At least three journalists, including the publisher of the newspaper most critical of the government, have been charged with inciting to sedition since February when Arroyo declared a weeklong emergency rule to thwart an alleged coup plot against her.
Several others, including producers of an award-winning television news magazine and editors and reporters of an investigative journalism group, are under investigation for similar allegations and other criminal charges.
"There is a thin line that divides the freedom of the press and the press being used to propagate the cause of rebellion," said Justice Secretary Raul Gonzalez in ordering the investigations and warning that media were being monitored.

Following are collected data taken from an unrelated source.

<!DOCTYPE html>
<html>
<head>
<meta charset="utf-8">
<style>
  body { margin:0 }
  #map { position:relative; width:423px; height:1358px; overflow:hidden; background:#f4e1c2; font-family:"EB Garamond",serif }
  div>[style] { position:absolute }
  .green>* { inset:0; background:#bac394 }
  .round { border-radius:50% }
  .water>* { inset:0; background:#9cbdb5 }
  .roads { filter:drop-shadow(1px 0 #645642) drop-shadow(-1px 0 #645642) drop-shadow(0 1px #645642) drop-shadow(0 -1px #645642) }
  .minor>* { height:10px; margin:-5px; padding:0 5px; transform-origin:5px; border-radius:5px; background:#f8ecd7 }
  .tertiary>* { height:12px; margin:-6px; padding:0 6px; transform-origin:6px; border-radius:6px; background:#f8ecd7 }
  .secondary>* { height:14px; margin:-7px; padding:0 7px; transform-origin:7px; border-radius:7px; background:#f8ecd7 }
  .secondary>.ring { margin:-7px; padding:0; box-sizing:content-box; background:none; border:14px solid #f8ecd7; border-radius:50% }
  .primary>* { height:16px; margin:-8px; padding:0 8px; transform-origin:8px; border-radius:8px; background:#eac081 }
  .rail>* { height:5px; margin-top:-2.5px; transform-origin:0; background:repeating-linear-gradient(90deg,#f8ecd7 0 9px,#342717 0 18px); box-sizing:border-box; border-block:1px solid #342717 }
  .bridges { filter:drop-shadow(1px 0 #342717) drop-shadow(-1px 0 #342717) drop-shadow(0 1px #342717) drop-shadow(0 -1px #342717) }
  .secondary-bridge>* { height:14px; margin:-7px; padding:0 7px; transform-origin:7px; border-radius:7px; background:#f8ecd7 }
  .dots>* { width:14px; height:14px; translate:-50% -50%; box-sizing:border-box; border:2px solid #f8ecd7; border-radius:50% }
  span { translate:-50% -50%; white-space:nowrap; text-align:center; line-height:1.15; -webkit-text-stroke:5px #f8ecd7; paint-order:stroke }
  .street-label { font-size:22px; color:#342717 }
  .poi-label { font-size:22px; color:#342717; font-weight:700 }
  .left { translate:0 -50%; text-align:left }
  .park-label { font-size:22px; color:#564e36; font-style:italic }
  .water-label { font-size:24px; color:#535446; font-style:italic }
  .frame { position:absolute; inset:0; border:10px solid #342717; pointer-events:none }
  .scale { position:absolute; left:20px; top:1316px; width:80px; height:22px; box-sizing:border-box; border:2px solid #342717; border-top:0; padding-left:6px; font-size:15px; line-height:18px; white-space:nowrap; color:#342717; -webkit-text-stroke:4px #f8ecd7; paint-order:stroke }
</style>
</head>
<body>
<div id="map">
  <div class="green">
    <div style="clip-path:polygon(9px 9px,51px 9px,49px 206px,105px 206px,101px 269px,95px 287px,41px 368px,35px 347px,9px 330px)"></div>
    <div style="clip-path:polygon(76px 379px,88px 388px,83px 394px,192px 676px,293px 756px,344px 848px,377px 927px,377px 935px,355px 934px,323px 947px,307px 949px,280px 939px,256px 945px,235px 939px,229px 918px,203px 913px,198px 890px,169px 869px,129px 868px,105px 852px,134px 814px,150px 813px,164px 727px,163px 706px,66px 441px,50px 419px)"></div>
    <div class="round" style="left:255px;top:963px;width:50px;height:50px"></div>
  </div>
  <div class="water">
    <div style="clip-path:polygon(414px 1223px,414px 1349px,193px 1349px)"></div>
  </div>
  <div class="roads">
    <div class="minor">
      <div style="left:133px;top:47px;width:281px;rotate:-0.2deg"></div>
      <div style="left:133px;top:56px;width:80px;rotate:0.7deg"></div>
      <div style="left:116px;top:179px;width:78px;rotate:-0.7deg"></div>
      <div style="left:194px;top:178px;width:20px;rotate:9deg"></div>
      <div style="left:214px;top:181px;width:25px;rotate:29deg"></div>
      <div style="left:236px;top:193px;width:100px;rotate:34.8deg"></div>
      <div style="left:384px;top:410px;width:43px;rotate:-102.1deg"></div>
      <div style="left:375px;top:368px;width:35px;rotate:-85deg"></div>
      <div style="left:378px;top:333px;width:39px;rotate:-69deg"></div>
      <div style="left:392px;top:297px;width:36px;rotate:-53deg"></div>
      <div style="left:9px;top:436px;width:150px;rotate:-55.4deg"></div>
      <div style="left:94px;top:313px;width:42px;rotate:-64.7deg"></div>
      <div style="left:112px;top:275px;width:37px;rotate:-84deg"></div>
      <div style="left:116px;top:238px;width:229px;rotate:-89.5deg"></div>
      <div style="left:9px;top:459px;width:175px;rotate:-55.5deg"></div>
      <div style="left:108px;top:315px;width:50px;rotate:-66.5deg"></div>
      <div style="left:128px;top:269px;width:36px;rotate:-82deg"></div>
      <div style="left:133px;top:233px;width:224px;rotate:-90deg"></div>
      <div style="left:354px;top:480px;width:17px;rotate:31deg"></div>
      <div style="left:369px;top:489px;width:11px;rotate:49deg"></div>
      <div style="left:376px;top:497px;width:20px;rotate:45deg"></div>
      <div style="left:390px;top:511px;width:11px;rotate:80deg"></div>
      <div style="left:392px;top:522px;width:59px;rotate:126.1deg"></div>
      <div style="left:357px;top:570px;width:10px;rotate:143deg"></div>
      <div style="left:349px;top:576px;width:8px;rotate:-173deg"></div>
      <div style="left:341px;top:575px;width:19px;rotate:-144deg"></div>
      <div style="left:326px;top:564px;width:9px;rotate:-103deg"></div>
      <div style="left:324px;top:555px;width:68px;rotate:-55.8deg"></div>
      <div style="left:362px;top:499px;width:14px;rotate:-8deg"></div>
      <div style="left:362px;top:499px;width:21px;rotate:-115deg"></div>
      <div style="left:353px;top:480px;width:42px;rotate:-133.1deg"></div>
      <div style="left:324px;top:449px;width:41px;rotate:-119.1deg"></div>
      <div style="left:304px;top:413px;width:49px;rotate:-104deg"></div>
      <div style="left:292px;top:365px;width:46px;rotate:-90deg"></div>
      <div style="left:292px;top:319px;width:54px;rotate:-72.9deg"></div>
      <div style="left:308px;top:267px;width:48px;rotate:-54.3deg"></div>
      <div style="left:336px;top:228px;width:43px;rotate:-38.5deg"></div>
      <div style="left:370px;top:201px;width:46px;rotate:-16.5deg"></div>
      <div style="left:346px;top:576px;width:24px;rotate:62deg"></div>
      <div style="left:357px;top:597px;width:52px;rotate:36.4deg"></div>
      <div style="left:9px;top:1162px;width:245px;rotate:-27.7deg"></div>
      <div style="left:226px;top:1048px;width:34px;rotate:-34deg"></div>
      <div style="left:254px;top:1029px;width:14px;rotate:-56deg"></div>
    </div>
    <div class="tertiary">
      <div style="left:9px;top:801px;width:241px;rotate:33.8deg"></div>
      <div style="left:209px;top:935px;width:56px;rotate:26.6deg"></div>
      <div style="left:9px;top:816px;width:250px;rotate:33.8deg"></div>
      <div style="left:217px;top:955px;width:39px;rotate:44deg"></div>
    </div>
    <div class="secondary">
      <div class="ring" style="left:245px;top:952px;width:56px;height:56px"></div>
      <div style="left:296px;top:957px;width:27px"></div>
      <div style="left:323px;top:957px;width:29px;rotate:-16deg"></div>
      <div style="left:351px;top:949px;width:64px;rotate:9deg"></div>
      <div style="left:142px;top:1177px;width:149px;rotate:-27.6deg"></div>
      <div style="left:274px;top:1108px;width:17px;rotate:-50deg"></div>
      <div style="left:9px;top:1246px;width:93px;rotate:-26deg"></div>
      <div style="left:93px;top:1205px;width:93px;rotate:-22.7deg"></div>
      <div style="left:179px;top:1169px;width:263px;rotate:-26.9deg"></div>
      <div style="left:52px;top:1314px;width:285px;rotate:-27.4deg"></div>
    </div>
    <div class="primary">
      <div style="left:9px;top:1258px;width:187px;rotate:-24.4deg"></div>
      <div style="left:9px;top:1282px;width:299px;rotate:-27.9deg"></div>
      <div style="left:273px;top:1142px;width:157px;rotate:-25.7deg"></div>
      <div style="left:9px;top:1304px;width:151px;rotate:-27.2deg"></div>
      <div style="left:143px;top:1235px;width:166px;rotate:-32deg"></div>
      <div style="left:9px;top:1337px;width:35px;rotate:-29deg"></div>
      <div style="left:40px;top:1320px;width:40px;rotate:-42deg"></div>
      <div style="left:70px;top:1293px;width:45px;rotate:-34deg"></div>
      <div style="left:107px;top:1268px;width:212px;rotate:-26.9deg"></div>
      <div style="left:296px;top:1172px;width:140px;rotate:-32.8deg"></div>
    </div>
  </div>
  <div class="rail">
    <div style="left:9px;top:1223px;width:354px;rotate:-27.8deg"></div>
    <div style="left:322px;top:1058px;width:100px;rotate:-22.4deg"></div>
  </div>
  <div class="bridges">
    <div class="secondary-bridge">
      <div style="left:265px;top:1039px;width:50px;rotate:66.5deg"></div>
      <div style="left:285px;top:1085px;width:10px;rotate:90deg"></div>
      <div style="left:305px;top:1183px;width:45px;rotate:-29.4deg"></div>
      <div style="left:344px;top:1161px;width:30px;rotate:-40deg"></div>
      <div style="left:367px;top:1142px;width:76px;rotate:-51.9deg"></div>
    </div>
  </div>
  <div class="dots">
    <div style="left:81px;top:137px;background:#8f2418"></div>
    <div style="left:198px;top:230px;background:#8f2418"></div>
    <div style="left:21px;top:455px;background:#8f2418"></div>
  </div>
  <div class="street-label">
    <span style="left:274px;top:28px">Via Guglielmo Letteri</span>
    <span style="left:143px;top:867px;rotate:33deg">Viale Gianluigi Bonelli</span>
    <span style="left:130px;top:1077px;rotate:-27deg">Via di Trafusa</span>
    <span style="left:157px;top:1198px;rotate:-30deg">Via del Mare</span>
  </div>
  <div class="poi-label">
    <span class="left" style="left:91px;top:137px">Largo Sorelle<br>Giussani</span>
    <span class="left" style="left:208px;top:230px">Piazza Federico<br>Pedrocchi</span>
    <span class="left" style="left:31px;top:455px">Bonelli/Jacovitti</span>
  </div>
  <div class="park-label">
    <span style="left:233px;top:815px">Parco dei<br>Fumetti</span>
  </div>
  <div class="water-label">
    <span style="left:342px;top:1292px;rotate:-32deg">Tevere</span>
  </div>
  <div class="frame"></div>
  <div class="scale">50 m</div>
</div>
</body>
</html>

The crackdown has only worsened the already perilous climate in the Philippines for the media, which has been tagged as the second most dangerous place for journalists in the world, next only to strife-torn Iraq, after 13 journalists were killed in 2004 and 10 last year.
Numerous assassination attempts and death threats have also been reported.
Most of the journalists who have been killed were reporting on corruption and illegal activities, such as drug trafficking, smuggling and illegal gambling, and most of the suspects in the killings are government, military and police officials.
While the government has tried to assuage fears of a systematic attack against the media, international and local press freedom watchdogs have expressed alarm.
Freedom House, which is a non-governmental organization that supports the expansion of freedom in the world, said the that government's intolerance toward the media has contributed to the significant decline in press freedom in the Philippines.
"Press freedom declined in the Philippines because of a continued high level of physical violence directed against reporters coupled with increasing official intolerance towards investigative journalists," Freedom House said in its 2006 report on media independence.
It rated the Philippine press as only "partly free" since 2003 under the Arroyo administration.
The media crackdown is an apparent bid to control information going out to the public as Arroyo battles calls for her ouster as well as threats of coup d'etats over allegations she cheated in the May 2004 presidential elections.
Vergel Santos, chairman of the Manila-based Center for Media Freedom and Responsibility, said the government's policy toward the media appears to be "to stonewall, conceal or mislead."
"They are the first to accuse the media of unfair or unbalanced reporting," he said. "They hold the key news balance. All they have to do is come out, answer certain questions, but they don't want to."
Santos noted that despite constitutional and democratic guarantees, the Philippine press was again being suppressed under the Arroyo government 20 years after the country and the media won its freedom back from a dictatorial regime.
"Media freedom derives from the greater freedom, which is freedom of expression, and freedom of expression itself is under siege," he said. "The state of freedom is not measured by what the Constitution, the law or tradition provides. It is measured by the risks one takes exercising press freedom."